# What you need to do:
The answer must be every line below that holds the word "rule".
*** Material provided ***
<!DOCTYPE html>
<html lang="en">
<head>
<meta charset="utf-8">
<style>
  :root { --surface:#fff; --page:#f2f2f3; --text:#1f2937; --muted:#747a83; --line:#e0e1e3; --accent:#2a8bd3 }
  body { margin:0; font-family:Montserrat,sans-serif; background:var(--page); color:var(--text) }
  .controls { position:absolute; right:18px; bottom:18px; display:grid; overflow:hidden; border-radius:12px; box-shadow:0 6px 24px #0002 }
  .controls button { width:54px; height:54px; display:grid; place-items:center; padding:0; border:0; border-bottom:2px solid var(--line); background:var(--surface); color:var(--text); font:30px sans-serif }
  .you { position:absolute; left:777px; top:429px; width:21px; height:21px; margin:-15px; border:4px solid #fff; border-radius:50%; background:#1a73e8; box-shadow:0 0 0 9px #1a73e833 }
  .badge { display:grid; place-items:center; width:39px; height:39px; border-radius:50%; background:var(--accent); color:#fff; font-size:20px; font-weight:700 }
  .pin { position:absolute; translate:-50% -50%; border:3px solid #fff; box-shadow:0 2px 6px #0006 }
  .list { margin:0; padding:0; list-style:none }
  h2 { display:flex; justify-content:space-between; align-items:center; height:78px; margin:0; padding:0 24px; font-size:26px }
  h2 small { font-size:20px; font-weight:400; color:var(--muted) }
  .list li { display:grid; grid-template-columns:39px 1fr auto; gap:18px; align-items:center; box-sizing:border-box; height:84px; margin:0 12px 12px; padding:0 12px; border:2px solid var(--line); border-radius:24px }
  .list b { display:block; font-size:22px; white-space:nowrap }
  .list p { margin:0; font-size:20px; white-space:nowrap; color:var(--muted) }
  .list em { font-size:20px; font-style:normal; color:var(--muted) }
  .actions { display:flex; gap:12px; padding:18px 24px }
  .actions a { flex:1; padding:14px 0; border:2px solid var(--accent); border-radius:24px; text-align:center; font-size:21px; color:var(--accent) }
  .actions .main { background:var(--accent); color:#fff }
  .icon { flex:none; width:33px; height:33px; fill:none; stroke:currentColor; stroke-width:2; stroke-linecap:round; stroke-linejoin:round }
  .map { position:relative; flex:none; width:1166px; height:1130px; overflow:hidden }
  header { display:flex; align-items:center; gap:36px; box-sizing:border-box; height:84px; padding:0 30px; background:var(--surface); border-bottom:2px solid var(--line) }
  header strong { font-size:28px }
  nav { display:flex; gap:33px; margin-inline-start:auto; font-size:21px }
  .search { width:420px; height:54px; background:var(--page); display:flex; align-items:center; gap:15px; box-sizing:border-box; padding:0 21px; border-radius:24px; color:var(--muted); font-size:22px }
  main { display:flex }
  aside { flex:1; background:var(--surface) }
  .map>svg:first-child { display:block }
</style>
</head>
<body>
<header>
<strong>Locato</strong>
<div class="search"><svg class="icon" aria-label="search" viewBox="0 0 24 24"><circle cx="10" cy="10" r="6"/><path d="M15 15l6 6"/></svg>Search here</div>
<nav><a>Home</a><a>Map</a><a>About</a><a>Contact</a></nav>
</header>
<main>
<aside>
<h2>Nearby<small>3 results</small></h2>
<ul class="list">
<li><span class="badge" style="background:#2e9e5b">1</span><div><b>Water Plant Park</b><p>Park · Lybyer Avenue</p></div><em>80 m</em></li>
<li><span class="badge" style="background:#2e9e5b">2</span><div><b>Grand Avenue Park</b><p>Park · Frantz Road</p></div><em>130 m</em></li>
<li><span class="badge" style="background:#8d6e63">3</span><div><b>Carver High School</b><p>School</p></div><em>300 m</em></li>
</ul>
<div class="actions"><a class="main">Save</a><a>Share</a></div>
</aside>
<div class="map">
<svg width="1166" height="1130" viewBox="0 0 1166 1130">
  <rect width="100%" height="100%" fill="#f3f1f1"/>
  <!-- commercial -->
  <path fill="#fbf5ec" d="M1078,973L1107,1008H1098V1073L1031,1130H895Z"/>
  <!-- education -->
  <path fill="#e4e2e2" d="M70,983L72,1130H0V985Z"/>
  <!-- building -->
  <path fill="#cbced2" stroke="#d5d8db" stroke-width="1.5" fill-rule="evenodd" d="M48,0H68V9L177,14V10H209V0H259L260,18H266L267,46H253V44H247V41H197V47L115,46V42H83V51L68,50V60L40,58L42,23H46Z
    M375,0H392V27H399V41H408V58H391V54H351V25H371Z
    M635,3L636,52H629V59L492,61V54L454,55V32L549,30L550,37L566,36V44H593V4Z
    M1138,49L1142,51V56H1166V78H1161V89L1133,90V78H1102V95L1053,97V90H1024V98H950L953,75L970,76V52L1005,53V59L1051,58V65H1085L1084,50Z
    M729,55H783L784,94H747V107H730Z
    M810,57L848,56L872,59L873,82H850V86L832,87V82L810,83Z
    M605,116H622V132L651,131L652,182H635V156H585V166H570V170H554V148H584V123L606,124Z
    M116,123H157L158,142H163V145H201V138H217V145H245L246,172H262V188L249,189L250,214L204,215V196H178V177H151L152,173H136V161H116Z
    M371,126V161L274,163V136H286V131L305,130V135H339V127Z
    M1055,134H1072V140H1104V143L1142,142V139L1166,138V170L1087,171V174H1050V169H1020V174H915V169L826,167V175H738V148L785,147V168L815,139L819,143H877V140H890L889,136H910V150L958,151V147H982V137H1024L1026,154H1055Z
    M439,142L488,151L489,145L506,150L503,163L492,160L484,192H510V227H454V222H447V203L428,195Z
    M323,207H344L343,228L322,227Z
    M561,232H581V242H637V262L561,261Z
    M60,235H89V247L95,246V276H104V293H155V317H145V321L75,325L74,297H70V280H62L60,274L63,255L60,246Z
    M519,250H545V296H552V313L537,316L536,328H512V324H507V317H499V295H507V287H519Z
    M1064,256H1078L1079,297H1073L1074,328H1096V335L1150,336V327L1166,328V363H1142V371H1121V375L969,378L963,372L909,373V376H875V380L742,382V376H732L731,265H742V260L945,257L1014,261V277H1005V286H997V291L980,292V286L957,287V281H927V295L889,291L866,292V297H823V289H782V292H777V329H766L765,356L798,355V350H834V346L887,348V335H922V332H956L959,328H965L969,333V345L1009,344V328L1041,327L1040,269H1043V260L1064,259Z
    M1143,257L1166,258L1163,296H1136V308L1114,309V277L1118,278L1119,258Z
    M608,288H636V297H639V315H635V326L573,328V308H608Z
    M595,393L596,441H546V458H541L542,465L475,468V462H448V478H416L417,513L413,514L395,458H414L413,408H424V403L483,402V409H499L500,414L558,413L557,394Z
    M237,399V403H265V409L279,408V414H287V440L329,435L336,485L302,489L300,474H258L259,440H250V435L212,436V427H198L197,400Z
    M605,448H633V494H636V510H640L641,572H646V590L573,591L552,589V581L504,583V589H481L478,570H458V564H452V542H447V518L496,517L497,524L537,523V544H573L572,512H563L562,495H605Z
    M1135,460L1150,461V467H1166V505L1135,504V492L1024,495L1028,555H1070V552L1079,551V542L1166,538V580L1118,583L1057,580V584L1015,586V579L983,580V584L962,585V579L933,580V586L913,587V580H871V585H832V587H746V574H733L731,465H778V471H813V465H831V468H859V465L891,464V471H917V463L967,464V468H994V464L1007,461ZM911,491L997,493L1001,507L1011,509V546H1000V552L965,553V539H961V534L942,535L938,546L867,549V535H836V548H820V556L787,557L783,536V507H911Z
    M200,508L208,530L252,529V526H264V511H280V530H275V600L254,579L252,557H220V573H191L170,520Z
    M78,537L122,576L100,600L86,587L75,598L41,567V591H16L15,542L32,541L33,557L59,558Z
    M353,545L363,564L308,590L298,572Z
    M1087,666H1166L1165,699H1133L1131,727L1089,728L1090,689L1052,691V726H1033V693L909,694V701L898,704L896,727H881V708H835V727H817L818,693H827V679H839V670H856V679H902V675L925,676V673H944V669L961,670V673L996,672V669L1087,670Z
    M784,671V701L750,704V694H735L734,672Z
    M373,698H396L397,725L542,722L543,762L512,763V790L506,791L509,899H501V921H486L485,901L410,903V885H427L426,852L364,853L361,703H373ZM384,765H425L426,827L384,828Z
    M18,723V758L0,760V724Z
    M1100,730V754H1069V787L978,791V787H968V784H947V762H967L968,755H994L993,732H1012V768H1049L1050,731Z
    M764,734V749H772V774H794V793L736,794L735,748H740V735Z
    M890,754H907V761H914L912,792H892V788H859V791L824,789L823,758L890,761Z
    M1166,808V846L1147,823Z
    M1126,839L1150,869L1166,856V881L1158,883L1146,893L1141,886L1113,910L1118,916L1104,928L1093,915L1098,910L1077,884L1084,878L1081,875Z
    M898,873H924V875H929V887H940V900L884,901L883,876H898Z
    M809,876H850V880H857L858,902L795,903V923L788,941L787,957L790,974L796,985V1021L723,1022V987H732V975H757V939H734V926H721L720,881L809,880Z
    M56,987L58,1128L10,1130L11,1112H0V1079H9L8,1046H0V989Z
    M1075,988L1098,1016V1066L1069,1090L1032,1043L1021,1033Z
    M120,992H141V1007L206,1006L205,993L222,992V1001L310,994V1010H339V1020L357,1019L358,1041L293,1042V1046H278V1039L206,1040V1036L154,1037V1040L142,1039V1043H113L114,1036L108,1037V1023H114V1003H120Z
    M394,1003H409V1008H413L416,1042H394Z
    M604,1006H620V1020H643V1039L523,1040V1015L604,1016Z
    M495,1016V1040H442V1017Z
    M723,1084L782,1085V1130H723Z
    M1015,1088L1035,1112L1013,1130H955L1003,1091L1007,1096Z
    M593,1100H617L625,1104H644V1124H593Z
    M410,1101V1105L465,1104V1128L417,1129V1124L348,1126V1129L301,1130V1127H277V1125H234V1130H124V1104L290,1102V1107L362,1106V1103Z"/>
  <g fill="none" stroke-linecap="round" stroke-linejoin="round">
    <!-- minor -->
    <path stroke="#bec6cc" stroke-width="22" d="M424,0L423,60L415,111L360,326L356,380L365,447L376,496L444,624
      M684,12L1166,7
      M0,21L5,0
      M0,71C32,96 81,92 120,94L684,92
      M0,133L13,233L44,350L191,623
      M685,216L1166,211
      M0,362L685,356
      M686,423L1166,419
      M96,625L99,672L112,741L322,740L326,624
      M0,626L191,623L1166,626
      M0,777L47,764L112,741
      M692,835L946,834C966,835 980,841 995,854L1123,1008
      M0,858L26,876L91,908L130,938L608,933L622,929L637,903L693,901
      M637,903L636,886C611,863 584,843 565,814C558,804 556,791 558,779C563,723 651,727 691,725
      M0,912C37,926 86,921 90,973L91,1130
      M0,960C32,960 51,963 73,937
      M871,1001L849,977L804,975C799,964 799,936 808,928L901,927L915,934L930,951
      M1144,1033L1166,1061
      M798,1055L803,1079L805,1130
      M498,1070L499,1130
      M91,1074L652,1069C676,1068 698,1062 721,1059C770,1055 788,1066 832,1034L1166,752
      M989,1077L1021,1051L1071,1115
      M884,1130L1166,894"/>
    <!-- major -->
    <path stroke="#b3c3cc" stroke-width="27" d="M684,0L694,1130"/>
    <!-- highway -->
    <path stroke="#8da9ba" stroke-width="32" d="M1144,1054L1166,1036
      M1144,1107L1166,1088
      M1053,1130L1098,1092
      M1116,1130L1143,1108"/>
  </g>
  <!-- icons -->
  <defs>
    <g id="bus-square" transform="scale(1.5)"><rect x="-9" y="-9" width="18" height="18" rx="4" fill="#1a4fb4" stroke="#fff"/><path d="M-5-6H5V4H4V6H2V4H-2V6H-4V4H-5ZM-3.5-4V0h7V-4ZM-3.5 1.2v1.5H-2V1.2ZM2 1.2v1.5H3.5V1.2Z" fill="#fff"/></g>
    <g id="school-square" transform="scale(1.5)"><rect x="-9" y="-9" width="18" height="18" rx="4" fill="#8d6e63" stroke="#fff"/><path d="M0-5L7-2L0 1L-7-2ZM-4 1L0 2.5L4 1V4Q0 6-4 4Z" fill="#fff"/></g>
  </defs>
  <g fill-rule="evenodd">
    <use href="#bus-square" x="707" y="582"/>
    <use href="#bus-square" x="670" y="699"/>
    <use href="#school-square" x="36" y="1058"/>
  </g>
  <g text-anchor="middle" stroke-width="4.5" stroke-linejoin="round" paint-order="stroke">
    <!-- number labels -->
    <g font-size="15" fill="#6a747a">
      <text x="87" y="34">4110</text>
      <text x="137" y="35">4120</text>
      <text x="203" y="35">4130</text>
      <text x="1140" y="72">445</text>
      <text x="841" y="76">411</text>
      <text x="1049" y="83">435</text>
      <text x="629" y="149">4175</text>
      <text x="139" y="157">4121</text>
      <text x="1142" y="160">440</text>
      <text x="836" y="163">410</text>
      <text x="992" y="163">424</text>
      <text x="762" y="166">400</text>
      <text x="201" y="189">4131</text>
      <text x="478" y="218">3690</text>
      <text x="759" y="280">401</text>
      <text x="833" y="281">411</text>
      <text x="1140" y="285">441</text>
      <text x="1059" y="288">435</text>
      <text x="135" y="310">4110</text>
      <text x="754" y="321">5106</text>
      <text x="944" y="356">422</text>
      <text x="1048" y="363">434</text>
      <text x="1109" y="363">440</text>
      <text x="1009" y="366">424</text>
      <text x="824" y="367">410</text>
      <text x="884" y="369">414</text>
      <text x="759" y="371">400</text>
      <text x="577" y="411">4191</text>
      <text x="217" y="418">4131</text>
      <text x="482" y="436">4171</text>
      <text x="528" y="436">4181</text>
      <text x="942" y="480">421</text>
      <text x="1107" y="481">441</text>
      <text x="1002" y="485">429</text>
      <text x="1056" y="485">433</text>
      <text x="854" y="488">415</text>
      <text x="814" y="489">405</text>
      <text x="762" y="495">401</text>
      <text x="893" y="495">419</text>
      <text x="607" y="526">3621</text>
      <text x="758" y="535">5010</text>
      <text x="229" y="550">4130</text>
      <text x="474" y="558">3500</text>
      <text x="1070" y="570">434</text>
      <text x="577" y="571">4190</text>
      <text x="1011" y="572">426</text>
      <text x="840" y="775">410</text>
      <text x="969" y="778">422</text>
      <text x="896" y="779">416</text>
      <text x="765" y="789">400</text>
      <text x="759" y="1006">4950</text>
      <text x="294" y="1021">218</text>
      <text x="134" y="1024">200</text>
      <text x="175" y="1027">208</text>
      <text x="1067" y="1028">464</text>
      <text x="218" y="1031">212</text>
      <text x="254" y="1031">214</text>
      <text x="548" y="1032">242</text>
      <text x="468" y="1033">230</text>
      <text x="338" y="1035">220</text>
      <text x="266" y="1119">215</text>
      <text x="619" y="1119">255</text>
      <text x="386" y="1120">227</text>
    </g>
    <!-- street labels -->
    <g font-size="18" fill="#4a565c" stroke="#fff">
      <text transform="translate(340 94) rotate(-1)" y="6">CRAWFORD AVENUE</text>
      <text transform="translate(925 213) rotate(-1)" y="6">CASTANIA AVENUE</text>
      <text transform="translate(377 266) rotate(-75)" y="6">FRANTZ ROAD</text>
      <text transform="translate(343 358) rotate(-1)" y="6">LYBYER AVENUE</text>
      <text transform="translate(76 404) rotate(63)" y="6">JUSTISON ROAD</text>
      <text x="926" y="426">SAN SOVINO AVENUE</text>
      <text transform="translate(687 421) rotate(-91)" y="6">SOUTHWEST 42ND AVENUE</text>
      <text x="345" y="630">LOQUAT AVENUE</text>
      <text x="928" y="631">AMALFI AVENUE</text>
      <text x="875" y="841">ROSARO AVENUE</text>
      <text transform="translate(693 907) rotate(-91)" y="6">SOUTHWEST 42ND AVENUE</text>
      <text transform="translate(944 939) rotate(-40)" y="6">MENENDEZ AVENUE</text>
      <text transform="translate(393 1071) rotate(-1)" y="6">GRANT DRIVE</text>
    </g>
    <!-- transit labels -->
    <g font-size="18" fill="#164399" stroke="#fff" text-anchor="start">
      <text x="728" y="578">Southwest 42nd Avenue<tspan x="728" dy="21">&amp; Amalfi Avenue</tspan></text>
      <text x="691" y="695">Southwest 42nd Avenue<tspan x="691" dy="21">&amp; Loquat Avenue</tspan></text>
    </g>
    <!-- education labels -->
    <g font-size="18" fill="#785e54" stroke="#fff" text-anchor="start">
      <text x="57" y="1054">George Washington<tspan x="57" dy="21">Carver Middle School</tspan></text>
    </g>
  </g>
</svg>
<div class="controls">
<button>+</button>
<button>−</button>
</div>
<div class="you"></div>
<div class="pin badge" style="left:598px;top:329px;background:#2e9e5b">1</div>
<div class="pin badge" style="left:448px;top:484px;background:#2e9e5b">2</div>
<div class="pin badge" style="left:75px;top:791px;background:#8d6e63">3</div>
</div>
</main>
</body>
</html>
*** End of Material provided ***
*** Material provided ***
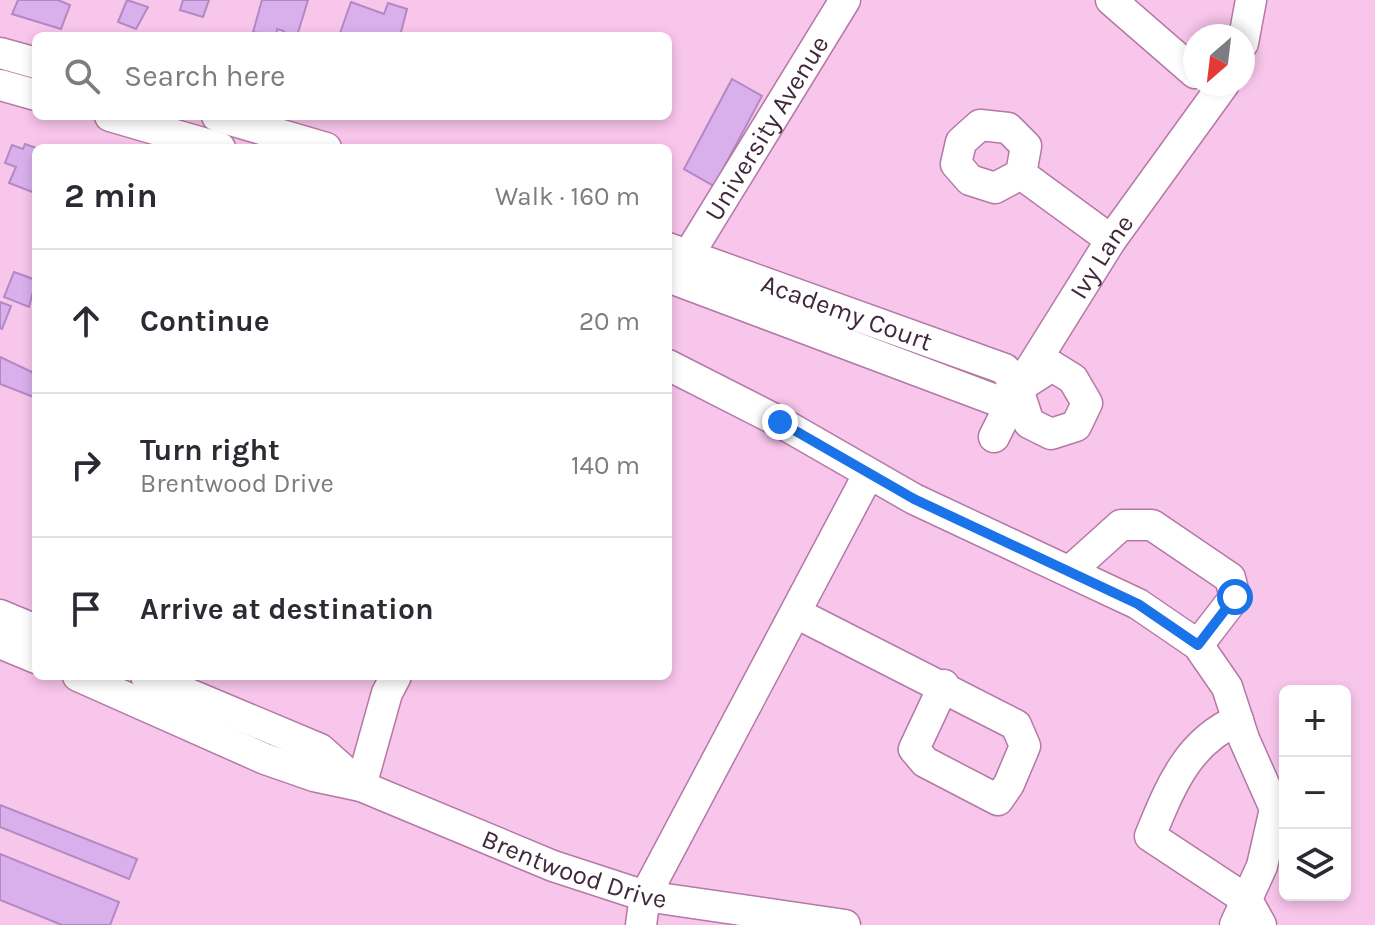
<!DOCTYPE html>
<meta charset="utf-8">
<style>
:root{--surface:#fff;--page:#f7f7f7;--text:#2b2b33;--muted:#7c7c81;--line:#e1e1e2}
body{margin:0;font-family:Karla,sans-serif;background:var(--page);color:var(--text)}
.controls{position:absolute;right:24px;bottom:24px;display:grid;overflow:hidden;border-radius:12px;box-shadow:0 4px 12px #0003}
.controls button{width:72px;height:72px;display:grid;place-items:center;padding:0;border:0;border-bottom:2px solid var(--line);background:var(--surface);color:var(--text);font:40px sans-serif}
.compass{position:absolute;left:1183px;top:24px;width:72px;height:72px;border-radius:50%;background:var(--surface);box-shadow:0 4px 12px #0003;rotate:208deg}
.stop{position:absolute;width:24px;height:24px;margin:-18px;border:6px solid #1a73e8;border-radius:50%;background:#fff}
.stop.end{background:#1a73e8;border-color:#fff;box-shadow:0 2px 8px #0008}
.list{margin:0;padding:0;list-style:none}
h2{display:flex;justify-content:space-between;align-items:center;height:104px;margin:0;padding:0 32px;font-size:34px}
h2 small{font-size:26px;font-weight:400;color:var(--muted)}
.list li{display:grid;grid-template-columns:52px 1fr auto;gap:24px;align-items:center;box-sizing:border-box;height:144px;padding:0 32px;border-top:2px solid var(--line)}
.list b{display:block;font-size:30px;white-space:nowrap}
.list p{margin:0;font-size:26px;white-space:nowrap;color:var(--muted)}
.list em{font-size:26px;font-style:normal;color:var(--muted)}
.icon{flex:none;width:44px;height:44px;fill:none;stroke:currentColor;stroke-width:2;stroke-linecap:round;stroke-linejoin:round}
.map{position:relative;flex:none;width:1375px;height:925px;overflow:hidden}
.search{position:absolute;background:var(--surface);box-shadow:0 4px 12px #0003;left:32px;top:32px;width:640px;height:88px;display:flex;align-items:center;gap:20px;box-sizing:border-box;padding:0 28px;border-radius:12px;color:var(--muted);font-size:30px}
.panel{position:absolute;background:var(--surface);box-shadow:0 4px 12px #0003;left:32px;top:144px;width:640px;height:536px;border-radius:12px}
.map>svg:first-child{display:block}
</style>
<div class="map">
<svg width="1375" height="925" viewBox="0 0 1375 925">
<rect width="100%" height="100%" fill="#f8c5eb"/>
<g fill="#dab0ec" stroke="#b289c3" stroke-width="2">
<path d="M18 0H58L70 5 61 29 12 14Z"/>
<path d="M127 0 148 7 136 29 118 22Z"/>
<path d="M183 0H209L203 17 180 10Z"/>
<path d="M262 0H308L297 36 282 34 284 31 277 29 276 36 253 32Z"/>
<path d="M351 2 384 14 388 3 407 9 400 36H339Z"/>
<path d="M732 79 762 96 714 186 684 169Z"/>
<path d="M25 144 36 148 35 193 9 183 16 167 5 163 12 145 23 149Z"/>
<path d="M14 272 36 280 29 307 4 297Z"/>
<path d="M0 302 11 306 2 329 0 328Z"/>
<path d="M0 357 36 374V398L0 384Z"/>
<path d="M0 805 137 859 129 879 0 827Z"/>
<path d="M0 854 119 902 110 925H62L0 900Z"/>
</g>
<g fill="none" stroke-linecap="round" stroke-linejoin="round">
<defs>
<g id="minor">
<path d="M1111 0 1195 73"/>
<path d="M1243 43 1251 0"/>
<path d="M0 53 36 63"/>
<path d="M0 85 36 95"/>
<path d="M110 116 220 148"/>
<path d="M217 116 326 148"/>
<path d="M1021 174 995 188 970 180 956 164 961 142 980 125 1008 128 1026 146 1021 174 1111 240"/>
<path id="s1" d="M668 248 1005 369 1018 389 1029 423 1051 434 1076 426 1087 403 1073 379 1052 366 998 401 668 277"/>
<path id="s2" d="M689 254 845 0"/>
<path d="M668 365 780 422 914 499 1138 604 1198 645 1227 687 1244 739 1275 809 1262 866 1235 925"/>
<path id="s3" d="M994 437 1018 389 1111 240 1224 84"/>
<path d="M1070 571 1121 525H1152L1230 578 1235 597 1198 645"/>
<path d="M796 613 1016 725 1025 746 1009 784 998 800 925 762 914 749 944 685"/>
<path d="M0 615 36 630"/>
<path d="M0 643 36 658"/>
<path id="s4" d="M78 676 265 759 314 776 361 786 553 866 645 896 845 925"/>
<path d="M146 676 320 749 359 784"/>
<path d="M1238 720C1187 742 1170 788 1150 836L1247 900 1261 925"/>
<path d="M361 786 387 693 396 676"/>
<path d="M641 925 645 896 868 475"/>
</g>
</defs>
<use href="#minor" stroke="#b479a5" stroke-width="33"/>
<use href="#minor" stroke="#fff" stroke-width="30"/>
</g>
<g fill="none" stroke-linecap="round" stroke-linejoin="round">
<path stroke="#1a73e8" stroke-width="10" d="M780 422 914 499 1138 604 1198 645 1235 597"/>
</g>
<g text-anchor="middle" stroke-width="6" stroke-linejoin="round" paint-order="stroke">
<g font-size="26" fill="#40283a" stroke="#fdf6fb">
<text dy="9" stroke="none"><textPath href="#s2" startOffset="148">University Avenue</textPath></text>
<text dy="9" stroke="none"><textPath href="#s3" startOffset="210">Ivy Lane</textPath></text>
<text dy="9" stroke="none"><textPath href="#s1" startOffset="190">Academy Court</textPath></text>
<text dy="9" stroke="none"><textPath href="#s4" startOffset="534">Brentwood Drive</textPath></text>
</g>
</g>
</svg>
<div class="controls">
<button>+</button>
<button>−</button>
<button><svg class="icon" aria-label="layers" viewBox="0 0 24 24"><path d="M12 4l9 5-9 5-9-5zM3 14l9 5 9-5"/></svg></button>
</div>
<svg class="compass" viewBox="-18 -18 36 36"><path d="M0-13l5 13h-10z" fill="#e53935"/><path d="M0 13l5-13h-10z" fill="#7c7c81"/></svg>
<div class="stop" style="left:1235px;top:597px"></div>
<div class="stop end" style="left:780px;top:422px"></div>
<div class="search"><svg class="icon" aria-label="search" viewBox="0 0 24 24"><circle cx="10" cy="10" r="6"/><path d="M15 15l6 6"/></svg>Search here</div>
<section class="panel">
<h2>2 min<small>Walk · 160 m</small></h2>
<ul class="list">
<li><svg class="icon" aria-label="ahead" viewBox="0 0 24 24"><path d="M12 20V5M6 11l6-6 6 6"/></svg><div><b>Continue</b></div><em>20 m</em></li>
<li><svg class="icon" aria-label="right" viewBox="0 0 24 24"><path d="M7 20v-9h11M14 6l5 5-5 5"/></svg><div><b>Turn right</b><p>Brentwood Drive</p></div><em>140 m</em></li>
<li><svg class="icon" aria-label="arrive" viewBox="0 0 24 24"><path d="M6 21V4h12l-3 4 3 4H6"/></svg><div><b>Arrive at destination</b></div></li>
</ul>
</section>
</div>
*** End of Material provided ***
# Your solution:
  <path fill="#cbced2" stroke="#d5d8db" stroke-width="1.5" fill-rule="evenodd" d="M48,0H68V9L177,14V10H209V0H259L260,18H266L267,46H253V44H247V41H197V47L115,46V42H83V51L68,50V60L40,58L42,23H46Z
  <g fill-rule="evenodd">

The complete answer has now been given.